Among the entries, find each line that includes the string "service" and list it.

*Supplied data*
+-------+
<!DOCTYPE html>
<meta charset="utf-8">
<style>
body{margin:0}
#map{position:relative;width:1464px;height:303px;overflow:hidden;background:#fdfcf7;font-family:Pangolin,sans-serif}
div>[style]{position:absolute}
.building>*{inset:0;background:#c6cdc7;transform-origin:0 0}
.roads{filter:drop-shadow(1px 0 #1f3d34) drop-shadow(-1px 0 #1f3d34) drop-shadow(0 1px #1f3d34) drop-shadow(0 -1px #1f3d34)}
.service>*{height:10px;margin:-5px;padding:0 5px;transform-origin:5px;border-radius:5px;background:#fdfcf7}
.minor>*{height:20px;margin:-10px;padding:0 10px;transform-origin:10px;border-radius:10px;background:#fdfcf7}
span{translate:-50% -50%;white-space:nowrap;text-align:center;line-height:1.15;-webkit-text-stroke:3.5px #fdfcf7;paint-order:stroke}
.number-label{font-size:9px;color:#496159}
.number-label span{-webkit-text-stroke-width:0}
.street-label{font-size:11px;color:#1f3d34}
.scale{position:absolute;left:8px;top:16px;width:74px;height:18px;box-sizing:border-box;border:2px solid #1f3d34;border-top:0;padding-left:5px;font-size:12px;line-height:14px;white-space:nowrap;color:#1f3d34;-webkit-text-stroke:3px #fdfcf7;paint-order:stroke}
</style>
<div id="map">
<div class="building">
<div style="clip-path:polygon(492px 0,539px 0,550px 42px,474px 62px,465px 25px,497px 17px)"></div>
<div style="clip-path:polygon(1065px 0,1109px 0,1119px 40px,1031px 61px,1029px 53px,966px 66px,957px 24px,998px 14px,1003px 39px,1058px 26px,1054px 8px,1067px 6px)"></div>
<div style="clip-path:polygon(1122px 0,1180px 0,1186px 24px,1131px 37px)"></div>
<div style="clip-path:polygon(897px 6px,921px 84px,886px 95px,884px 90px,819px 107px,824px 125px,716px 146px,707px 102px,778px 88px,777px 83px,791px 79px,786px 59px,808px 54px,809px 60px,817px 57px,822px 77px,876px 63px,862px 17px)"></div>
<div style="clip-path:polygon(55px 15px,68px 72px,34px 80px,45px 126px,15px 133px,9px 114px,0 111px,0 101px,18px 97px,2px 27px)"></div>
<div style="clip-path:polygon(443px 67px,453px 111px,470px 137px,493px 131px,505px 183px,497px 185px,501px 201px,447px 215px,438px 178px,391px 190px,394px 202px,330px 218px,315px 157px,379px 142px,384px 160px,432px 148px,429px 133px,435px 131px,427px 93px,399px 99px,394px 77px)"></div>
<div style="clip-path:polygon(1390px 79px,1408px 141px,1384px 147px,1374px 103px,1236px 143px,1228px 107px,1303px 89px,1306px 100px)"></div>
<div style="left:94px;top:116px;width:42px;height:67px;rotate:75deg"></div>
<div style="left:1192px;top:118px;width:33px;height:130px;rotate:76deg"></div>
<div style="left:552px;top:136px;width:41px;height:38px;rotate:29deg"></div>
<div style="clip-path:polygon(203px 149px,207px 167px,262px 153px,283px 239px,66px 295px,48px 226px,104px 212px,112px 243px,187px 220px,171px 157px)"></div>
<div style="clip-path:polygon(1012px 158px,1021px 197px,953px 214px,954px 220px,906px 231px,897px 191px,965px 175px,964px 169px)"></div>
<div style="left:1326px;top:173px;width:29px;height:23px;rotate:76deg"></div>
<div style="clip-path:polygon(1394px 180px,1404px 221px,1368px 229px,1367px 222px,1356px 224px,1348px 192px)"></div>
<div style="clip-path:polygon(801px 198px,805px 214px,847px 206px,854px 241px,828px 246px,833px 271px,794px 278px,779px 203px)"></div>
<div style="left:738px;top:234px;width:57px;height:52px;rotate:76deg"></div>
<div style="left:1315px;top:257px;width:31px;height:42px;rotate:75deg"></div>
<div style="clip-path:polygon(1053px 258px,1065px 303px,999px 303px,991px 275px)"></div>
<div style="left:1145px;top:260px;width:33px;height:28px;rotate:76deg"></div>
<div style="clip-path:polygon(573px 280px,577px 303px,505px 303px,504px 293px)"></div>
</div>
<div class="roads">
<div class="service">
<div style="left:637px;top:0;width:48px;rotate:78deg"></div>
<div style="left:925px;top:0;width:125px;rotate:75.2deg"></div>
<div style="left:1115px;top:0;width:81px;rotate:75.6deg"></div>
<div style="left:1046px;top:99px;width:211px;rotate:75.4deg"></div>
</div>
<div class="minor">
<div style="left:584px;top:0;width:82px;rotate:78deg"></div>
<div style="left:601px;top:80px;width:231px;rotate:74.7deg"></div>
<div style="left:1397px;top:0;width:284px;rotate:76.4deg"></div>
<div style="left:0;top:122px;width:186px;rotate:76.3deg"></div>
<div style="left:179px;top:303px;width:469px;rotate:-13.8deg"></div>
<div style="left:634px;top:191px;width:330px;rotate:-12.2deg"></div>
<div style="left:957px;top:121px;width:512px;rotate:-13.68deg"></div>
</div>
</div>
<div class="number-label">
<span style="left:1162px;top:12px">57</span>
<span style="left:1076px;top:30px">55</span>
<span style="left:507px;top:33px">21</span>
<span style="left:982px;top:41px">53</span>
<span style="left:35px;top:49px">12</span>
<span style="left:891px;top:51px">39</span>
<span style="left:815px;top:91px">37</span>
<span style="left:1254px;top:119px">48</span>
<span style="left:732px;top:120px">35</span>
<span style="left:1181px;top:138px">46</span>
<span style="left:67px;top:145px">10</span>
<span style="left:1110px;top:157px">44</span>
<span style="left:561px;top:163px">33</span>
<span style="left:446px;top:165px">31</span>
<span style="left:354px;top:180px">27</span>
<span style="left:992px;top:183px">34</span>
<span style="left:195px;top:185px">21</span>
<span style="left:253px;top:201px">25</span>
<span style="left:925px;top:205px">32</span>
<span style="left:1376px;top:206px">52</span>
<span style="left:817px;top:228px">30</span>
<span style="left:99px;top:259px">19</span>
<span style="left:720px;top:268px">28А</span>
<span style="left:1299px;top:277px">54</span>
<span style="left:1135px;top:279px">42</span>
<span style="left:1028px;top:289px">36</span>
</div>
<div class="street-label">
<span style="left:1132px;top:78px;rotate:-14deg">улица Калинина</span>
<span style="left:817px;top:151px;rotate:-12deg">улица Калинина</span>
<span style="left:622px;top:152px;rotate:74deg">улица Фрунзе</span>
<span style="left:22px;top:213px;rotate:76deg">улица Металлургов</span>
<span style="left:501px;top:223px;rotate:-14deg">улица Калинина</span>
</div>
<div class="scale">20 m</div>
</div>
+-------+
*Answer to this problem*
.service>*{height:10px;margin:-5px;padding:0 5px;transform-origin:5px;border-radius:5px;background:#fdfcf7}
<div class="service">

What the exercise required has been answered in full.